Close Encounters with Staff and Volunteers

From Director Moore to the man at the entrance to the parking lot, and from the volunteers who work with the center’s nonhuman denizens to the volunteers selling cookies, all of my encounters with the people who are NMWC were positive.  Dawn Wright, the center’s Office Manager, promptly signed me up for an ICU tour and answered all my questions about volunteerism, referring me to Christy Wall, the Director of Science and Education, to address specific questions.

The Intensive Care Unit tour, led by Dawn and Jordan, a member of the rehabilitation staff, provided an excellent overview of how wounded and orphaned creatures come to NMWC; the entire process of treating and rehabilitating them; and even how food is prepared for the center’s permanent and temporary residents.  Sadly, but not surprisingly, much of the equipment the rehab staff has to work with is clearly way out of date.

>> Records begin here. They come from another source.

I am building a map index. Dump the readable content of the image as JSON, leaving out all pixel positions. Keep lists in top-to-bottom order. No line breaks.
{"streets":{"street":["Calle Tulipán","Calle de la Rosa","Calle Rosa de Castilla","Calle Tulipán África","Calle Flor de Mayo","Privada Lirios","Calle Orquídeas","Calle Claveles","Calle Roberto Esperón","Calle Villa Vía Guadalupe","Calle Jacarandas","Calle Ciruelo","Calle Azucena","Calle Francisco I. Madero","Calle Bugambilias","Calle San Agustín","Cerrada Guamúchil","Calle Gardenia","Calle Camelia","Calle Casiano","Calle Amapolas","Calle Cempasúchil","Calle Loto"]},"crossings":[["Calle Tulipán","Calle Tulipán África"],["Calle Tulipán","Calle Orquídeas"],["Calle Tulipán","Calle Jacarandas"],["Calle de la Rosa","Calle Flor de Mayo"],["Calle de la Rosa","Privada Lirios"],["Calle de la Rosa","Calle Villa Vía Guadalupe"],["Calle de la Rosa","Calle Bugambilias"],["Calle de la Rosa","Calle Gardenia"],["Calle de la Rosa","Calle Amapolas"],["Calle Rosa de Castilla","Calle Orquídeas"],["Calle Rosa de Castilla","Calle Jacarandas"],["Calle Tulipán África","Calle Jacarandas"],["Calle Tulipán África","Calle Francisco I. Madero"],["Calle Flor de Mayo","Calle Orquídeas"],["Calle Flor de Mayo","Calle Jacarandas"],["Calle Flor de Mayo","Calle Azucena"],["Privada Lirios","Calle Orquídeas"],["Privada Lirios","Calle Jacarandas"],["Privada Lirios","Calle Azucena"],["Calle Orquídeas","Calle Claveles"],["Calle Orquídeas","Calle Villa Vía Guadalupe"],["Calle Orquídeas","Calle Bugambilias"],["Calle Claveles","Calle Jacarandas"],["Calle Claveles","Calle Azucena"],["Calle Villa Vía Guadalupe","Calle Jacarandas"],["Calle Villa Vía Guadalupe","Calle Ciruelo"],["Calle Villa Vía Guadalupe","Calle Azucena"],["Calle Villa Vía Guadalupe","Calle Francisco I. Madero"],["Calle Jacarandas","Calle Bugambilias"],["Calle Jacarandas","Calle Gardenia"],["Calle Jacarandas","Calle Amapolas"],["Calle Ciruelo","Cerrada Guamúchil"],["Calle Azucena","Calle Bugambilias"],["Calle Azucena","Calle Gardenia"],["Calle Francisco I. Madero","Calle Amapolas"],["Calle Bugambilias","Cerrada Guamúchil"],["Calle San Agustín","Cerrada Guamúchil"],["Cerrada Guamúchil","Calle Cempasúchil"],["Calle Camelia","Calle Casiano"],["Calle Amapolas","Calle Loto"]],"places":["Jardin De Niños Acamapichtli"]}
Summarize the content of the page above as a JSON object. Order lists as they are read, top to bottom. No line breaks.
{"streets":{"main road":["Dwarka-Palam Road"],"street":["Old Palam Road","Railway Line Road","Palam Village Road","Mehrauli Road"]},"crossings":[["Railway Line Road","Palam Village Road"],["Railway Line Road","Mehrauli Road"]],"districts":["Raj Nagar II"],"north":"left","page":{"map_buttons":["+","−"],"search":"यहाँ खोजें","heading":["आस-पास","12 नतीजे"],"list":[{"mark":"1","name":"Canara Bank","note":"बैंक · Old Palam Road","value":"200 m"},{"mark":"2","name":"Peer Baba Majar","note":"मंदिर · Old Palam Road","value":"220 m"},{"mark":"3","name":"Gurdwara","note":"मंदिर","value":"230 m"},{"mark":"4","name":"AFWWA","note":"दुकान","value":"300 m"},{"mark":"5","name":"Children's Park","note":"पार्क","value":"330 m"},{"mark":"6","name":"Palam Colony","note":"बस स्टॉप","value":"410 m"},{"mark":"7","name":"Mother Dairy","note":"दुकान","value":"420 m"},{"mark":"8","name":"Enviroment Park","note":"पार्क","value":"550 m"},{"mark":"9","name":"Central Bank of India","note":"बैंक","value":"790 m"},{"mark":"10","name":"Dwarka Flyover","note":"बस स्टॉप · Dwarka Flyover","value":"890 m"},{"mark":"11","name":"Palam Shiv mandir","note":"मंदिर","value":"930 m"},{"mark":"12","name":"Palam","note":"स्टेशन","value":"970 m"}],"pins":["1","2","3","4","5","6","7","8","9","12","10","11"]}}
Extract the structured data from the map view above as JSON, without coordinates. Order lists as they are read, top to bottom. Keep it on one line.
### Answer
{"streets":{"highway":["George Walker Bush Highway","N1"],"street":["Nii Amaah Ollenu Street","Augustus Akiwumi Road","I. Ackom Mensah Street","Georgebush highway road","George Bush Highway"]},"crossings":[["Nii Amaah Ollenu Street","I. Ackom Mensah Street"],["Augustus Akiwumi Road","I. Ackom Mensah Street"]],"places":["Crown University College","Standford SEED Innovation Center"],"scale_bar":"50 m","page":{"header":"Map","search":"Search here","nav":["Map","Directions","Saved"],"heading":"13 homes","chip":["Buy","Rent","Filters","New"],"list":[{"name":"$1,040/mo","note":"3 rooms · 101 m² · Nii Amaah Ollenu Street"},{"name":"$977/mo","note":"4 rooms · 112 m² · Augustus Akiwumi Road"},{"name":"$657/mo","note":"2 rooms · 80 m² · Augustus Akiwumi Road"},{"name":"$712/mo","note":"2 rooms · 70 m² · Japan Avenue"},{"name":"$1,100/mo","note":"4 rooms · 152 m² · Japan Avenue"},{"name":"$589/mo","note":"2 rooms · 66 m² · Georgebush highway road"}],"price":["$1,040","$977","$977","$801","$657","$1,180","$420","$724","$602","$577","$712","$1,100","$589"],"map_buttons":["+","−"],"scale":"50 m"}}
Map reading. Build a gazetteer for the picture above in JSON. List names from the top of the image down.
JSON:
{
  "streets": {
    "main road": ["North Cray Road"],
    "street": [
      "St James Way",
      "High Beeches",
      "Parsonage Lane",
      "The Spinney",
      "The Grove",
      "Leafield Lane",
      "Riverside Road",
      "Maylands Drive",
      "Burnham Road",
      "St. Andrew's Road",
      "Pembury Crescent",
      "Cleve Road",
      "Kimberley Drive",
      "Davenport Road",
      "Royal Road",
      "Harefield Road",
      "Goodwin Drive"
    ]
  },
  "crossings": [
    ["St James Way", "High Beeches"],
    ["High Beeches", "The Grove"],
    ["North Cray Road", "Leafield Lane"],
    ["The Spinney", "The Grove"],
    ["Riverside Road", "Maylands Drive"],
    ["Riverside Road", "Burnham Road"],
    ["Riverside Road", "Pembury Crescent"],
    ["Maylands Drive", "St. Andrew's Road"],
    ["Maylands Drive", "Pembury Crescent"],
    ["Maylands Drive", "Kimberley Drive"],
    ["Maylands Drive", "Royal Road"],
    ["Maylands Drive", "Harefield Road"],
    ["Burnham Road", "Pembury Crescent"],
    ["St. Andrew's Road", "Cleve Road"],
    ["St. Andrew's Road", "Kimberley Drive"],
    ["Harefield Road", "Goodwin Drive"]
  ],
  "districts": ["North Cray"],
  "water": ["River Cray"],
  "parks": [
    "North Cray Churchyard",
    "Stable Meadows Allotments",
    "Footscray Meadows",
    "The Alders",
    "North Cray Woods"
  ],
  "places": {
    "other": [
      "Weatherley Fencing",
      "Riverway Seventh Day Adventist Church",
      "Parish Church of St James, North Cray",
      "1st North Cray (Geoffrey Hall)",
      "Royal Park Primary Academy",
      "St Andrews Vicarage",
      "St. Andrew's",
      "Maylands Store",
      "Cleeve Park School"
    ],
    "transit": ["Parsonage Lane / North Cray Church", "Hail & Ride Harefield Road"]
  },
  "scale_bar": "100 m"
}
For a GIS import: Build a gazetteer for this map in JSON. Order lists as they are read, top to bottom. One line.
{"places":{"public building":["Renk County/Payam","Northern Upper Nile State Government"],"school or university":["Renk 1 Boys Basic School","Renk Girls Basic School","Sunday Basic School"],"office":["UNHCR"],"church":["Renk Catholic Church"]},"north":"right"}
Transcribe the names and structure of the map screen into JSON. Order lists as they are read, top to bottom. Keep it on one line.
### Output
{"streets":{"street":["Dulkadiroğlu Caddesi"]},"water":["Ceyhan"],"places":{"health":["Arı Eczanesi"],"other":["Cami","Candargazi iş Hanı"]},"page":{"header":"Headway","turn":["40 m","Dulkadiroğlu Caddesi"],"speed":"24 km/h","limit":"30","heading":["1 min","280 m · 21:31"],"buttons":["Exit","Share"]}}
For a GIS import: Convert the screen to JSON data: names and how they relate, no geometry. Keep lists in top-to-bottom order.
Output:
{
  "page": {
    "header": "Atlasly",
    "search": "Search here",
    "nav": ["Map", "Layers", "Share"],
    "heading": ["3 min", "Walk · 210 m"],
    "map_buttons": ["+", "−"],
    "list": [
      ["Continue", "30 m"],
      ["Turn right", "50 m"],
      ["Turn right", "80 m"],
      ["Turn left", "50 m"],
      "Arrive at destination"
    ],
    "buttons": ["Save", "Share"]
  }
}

Throughout my visit, I found it easy to read the staff’s and volunteers’ genuine commitment to the creatures in their care and to the center’s mission.  All questions addressed to them by visitors were answered thoughtfully, enthusiastically and often with humor.

Close Encounters with Other Visitors

I had no idea how many others would take advantage of a gorgeous Sunday to visit NMWC. It was a small number when I arrived at 10:30 am but grew steadily. And when I left at 2:30 pm, they were still streaming in. Many visitors arrived with bags of things on the center’s wish list: paper and cleaning products, old towels, greens.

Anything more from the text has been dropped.